Dixon residents owe a lot to their retiring city clerk.
Kathe Swanson is the city official who, in October 2011, discovered the secret bank account where then-Comptroller Rita Crundwell deposited taxpayer dollars in a $53 million embezzling scheme that lasted more than 2 decades – said to be the largest municipal theft in U.S. history.
Thank goodness Swanson knew what to do. She shared her suspicions with then-Mayor Jim Burke, who contacted the FBI, which launched an investigation that led to Crundwell’s arrest in April 2012, her ouster, and later conviction and imprisonment.
Burke, in a retirement column in the spring of 2015, spoke of his appreciation for Swanson’s support and dedicated public service.
“Kathe and I will always have a special bond as the embezzlement was discovered and we secretly communicated with the FBI almost daily for 5 months,” Burke wrote.
Burke is no longer with us, having died in February, but today’s Dixon city leaders share his high opinion of their 25-year city clerk.

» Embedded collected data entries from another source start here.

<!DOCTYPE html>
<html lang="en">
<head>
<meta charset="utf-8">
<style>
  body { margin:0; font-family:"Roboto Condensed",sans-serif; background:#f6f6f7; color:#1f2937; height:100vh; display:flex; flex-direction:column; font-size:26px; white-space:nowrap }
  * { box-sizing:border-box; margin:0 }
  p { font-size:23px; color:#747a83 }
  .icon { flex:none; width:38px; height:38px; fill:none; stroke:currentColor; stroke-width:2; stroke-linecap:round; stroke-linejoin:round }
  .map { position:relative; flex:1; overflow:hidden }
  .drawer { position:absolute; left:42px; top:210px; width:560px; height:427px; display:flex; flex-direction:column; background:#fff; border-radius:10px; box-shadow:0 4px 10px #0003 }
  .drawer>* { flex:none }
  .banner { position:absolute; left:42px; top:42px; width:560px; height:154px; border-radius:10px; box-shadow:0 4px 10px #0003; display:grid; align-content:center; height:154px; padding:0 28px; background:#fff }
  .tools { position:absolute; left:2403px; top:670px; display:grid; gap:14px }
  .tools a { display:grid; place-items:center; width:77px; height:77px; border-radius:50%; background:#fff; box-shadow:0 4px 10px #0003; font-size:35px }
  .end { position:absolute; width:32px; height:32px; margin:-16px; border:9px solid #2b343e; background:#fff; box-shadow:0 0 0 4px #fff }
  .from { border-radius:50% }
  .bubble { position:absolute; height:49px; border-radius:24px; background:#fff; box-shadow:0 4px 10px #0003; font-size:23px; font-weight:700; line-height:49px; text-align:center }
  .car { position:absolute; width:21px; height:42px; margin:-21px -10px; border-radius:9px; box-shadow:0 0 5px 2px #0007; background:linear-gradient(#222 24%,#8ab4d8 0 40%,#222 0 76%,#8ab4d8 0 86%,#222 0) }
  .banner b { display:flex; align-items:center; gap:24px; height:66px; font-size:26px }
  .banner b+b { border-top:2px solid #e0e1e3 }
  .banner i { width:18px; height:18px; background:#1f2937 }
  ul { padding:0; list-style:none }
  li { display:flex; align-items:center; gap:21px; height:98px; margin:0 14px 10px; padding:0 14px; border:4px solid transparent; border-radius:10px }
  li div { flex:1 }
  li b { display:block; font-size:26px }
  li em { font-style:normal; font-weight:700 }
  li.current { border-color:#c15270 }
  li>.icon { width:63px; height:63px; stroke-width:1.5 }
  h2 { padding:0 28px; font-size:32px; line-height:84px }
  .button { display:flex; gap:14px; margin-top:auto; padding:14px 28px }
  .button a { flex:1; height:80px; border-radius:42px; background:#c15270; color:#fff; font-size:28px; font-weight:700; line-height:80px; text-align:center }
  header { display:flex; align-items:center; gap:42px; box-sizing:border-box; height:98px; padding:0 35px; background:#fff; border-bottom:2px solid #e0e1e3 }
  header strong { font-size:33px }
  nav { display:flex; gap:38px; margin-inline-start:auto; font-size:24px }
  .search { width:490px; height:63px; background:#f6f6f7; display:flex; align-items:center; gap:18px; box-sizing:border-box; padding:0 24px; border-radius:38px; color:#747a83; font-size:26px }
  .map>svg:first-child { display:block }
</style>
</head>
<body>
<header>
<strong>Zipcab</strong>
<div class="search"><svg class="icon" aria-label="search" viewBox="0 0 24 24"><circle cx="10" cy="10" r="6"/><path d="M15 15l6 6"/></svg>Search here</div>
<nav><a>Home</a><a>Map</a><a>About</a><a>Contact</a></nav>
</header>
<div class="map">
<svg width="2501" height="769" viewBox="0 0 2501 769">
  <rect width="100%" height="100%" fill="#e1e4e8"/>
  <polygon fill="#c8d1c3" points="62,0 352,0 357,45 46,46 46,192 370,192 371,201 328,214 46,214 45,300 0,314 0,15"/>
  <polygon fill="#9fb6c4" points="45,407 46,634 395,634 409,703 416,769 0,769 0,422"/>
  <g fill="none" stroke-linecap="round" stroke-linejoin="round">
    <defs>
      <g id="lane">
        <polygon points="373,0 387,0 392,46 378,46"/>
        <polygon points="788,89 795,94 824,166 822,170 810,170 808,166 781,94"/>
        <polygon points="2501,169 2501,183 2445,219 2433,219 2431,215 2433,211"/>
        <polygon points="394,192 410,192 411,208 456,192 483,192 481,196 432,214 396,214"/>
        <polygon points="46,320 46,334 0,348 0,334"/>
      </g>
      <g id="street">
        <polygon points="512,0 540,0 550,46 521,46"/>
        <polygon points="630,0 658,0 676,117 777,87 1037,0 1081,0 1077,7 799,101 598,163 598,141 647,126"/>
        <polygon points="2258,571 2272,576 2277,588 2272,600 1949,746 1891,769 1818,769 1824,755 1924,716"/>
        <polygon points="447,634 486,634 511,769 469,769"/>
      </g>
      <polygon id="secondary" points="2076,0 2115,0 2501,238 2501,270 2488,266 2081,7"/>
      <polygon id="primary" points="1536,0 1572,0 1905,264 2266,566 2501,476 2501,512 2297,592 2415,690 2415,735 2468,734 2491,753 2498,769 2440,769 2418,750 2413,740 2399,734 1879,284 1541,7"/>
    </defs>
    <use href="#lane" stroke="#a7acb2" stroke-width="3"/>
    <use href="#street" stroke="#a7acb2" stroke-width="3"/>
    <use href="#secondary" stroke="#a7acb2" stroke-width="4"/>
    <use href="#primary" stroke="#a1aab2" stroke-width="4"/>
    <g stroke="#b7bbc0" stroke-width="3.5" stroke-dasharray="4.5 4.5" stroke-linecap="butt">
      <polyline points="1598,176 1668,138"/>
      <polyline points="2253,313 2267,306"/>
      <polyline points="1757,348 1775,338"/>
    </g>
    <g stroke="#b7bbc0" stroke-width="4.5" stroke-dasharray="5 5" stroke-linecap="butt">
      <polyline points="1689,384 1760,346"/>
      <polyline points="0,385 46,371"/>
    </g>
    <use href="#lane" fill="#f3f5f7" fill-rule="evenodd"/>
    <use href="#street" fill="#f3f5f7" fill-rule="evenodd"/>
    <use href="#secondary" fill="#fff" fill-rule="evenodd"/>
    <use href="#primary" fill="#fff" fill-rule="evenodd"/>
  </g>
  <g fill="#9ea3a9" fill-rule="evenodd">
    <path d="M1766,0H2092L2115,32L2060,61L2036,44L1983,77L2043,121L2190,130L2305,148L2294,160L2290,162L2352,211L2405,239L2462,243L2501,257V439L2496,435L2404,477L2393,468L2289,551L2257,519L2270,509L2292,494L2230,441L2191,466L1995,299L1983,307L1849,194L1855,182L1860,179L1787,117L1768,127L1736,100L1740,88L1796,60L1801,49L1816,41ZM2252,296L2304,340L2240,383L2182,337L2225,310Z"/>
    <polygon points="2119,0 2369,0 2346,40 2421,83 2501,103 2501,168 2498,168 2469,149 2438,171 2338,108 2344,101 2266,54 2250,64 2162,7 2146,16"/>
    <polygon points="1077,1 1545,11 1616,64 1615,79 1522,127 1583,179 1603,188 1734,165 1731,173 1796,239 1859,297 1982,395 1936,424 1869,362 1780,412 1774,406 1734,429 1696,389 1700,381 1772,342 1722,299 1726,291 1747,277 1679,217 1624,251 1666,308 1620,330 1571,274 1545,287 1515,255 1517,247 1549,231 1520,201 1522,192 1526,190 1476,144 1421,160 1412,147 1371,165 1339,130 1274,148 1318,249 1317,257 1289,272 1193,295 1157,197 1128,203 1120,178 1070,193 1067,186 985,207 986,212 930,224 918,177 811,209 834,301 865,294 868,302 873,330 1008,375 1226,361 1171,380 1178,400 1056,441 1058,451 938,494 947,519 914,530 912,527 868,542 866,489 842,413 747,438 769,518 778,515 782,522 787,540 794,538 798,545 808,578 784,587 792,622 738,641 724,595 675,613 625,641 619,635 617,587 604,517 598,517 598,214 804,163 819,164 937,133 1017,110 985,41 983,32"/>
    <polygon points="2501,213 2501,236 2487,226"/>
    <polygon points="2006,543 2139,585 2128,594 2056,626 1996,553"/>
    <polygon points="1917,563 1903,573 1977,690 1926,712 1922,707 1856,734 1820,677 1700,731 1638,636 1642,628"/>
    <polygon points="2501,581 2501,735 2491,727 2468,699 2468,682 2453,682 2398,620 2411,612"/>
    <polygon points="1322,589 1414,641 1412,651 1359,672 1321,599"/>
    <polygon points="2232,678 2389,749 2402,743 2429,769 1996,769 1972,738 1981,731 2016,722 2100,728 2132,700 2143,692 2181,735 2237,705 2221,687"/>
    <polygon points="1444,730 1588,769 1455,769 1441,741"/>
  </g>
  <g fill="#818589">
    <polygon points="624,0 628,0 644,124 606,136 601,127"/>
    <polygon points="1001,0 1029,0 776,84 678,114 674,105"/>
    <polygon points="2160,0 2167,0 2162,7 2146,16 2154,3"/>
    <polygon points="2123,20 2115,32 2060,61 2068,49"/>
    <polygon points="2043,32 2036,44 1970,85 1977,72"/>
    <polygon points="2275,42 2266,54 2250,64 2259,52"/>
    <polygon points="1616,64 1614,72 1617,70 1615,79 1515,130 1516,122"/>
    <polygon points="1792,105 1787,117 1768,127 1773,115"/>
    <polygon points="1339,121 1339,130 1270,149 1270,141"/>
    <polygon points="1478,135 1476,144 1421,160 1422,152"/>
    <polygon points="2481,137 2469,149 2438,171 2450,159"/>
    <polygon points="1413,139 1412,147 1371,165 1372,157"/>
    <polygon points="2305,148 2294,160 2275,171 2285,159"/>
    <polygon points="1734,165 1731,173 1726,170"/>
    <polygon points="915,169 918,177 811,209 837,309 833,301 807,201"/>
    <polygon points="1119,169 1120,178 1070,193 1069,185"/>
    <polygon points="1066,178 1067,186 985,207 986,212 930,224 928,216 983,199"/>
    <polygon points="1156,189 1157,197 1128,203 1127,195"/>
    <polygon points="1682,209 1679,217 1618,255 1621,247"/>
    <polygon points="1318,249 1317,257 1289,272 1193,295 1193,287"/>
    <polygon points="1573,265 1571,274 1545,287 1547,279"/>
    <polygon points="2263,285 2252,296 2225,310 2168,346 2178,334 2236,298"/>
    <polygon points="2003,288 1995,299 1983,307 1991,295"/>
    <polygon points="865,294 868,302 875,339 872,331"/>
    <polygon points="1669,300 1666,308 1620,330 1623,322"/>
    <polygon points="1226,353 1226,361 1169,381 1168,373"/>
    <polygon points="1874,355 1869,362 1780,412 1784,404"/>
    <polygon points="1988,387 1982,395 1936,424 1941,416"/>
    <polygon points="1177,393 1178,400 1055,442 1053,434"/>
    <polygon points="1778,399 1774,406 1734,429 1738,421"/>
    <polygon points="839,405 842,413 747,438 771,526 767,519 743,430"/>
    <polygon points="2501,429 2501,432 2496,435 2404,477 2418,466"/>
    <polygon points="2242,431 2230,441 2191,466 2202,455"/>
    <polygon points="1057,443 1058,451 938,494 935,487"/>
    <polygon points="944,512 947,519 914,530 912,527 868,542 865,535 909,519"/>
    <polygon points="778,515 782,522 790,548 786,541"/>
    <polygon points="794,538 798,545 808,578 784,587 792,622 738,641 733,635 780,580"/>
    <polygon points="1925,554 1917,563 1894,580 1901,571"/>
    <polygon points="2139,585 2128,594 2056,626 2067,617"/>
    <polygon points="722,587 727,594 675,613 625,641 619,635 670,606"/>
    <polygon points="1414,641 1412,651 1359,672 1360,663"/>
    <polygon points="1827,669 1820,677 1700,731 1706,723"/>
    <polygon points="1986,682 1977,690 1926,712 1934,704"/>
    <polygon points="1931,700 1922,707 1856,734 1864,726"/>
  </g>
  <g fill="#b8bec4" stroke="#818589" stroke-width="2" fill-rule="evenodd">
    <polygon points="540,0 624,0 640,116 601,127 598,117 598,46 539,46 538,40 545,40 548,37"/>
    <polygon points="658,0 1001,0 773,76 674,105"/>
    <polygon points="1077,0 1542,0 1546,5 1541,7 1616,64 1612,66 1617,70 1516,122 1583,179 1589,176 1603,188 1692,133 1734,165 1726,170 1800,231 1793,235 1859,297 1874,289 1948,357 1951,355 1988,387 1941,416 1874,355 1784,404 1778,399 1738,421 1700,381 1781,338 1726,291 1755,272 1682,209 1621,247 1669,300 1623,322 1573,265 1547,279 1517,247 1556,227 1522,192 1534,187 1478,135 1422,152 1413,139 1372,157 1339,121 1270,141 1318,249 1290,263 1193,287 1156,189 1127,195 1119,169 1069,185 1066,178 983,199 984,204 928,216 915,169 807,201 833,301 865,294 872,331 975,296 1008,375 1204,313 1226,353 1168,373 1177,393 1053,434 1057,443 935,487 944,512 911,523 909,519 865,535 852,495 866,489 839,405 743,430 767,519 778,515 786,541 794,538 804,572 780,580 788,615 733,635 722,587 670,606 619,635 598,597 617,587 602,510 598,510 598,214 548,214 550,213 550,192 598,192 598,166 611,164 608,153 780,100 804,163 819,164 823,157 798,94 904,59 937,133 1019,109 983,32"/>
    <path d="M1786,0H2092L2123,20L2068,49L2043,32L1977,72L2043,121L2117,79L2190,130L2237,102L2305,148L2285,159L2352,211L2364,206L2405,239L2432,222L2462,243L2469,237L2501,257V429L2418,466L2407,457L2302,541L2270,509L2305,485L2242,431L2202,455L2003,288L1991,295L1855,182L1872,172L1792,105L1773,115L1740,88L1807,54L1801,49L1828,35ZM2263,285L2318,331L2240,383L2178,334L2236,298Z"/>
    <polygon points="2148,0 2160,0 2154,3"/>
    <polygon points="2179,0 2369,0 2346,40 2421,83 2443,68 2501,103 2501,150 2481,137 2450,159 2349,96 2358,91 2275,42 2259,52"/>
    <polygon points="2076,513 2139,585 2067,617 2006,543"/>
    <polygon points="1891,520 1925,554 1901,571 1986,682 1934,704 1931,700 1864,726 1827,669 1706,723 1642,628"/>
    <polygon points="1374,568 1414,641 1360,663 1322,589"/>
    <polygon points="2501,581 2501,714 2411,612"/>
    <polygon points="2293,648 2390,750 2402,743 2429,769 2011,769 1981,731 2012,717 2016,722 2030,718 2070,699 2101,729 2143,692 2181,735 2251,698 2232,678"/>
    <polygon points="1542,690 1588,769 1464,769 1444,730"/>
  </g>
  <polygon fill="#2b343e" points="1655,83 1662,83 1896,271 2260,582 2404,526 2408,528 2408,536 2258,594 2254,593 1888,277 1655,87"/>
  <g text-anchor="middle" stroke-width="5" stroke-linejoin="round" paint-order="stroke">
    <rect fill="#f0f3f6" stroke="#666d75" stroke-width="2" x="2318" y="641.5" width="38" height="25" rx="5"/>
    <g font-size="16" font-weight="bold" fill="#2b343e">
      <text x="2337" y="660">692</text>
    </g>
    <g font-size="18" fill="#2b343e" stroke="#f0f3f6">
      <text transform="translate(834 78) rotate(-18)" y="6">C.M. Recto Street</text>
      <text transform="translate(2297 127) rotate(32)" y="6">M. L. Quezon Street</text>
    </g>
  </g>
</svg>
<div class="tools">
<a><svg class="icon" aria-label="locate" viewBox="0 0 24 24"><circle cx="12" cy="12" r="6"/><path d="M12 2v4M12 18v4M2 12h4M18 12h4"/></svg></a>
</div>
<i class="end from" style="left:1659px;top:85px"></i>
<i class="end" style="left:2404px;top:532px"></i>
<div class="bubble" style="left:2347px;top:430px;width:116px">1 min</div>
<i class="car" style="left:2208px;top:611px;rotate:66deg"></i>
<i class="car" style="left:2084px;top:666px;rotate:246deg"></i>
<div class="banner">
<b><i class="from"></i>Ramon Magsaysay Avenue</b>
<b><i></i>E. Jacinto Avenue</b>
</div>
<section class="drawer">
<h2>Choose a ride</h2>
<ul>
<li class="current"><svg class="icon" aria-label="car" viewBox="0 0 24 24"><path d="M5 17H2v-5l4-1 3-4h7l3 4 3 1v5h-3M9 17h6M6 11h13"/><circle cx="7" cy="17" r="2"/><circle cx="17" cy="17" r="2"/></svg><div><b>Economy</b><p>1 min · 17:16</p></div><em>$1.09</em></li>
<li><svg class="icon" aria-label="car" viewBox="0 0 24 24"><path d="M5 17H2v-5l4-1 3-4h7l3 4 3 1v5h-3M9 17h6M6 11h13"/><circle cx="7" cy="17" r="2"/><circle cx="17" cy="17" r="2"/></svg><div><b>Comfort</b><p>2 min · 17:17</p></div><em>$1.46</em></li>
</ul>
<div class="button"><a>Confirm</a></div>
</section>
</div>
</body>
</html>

“I think Kathe has been very dedicated and very loyal to the city of Dixon,” City Manager Cole O’Donnell said. “Her wealth of knowledge is going to take awhile to replace.”
“Having somebody to turn to who has the knowledge and context of past city decisions has been very useful, especially for the first year [in office],” first-term Mayor Li Arellano Jr. said.
“She’s very much appreciated, and we thank her.”
We join the city’s past and present leaders in saluting Swanson for blowing the whistle on Crundwell, an act which, in retrospect, prompted a lot of positive change for the city.
The city will honor Swanson at a public retirement reception at 5:30 p.m. Monday at City Hall, 121 W. Second St.
To help repay a debt of gratitude, Dixonites should turn out in force to thank their retiring city clerk.